Ma il Messico è davvero in grado di risolvere il fenomeno migratorio centroamericano? Questa è la domanda che circola sulla stampa messicana in questi giorni e non solo: il dibattito è aperto sul prezzo che dovrà pagare il Paese di fronte alle scelte populiste di Obrador, il primo presidente di sinistra del Messico. Un prezzo che potrebbe essere molto alto, se consideriamo che dopo il cosiddetto accordo sull’immigrazione il governo degli Stati Uniti potrebbe mandare in Messico migliaia di centroamericani richiedenti asilo, tra cui 600.000 persone che sono entrate nel territorio americano tra aprile e maggio, alle quali si aggiungono altre 10.000 persone già sul territorio messicano e intenzionate a varcare il confine con gli Usa.

Tutto ciò potrebbe concludersi con una “catastrofe”: è l’allarme dell’analista politico messicano Eduardo Guerrero Gutierrez, socio dell’azienda di ricerca Lantia Consultores, specializzata in sicurezza pubblica. Con l’accordo, il Messico ha accettato che “i richiedenti asilo vengano restituiti al territorio messicano mentre le autorità statunitensi riesaminano le loro domande. Questa è la principale fonte di incertezza”, per cui “non si può escludere che avvenga un invio massiccio di migranti”, ha detto Gutierrez. “Le nostre stazioni di passaggio di migranti, già affollate, semplicemente non potranno soddisfare la domanda. Ci sarebbero enormi campi profughi e, con essi, il rischio di massicce violazioni dei diritti umani dei migranti”.

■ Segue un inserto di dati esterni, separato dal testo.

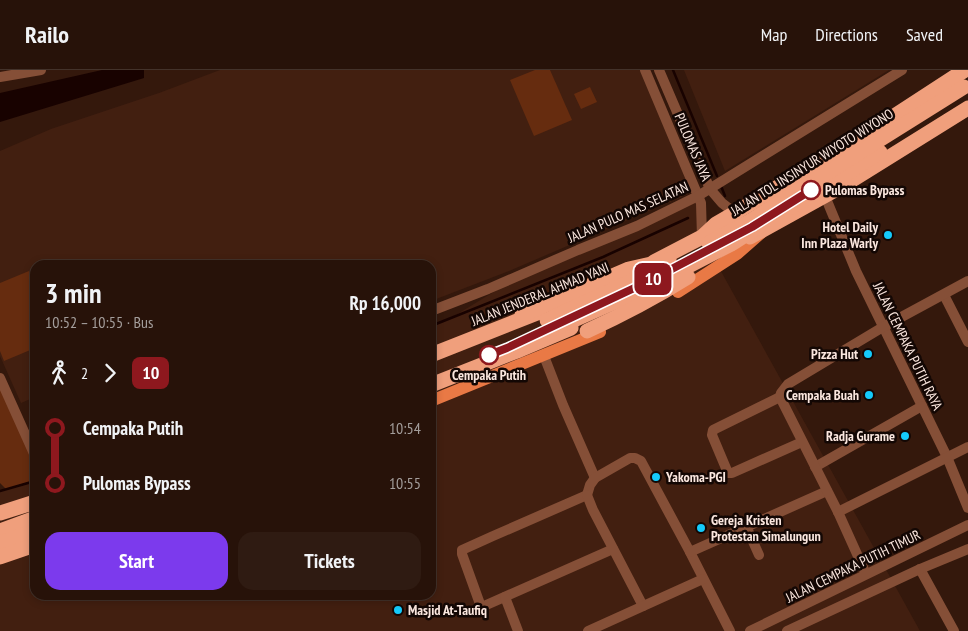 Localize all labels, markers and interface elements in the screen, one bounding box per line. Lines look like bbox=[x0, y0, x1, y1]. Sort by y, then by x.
text: Railo bbox=[25, 19, 69, 50]
text: Map bbox=[761, 23, 787, 46]
text: Directions bbox=[815, 23, 878, 46]
text: Saved bbox=[906, 23, 943, 46]
street label: JALAN TOL INSINYUR WIYOTO WIYONO bbox=[726, 104, 897, 220]
street label: PULOMAS JAYA bbox=[671, 110, 716, 184]
street label: JALAN PULO MAS SELATAN bbox=[564, 177, 691, 247]
marker: Pulomas Bypass bbox=[801, 180, 821, 200]
place label: Pulomas Bypass bbox=[825, 181, 904, 199]
place label: Hotel Daily Inn Plaza Warly bbox=[801, 218, 878, 252]
marker: Hotel Daily Inn Plaza Warly bbox=[882, 229, 894, 241]
street label: JALAN JENDERAL AHMAD YANI bbox=[468, 258, 611, 330]
line badge: 10 bbox=[630, 263, 676, 295]
text: 10 bbox=[644, 267, 662, 290]
text: 3 min bbox=[45, 274, 102, 311]
street label: JALAN CEMPAKA PUTIH RAYA bbox=[869, 278, 947, 413]
text: Rp 16,000 bbox=[350, 291, 421, 315]
text: 10:52 – 10:55 · Bus bbox=[45, 312, 153, 332]
marker: Cempaka Putih bbox=[479, 345, 499, 365]
place label: Pizza Hut bbox=[811, 345, 858, 363]
marker: Pizza Hut bbox=[862, 348, 874, 360]
icon: walk bbox=[45, 359, 73, 387]
icon: forward bbox=[96, 359, 124, 387]
text: 10 bbox=[142, 361, 159, 384]
text: 2 bbox=[81, 363, 88, 383]
place label: Cempaka Putih bbox=[452, 366, 526, 384]
place label: Cempaka Buah bbox=[786, 386, 859, 404]
marker: Cempaka Buah bbox=[863, 389, 875, 401]
text: Cempaka Putih bbox=[83, 416, 183, 440]
text: 10:54 bbox=[389, 418, 421, 438]
place label: Radja Gurame bbox=[826, 427, 895, 445]
marker: Radja Gurame bbox=[899, 430, 911, 442]
place label: Yakoma-PGI bbox=[665, 468, 726, 486]
text: Pulomas Bypass bbox=[83, 471, 191, 495]
marker: Yakoma-PGI bbox=[650, 471, 662, 483]
text: 10:55 bbox=[389, 473, 421, 493]
place label: Gereja Kristen Protestan Simalungun bbox=[711, 511, 821, 545]
marker: Gereja Kristen Protestan Simalungun bbox=[695, 522, 707, 534]
street label: JALAN CEMPAKA PUTIH TIMUR bbox=[782, 525, 924, 607]
button: Start bbox=[45, 532, 228, 590]
button: Tickets bbox=[238, 532, 421, 590]
place label: Masjid At-Taufiq bbox=[408, 601, 487, 619]
marker: Masjid At-Taufiq bbox=[392, 604, 404, 616]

Il flusso migratorio centramericano sta toccando cifre record sia in Messico che verso gli Stati Uniti. Nel 2019 la marea di poveri in transito potrebbe superare la cifra di 800.000 persone e la Casa Bianca vede nel Messico la diga di contenimento. Sono giorni tristi per il Messico, già stravolto dalla violenza e dalla corruzione.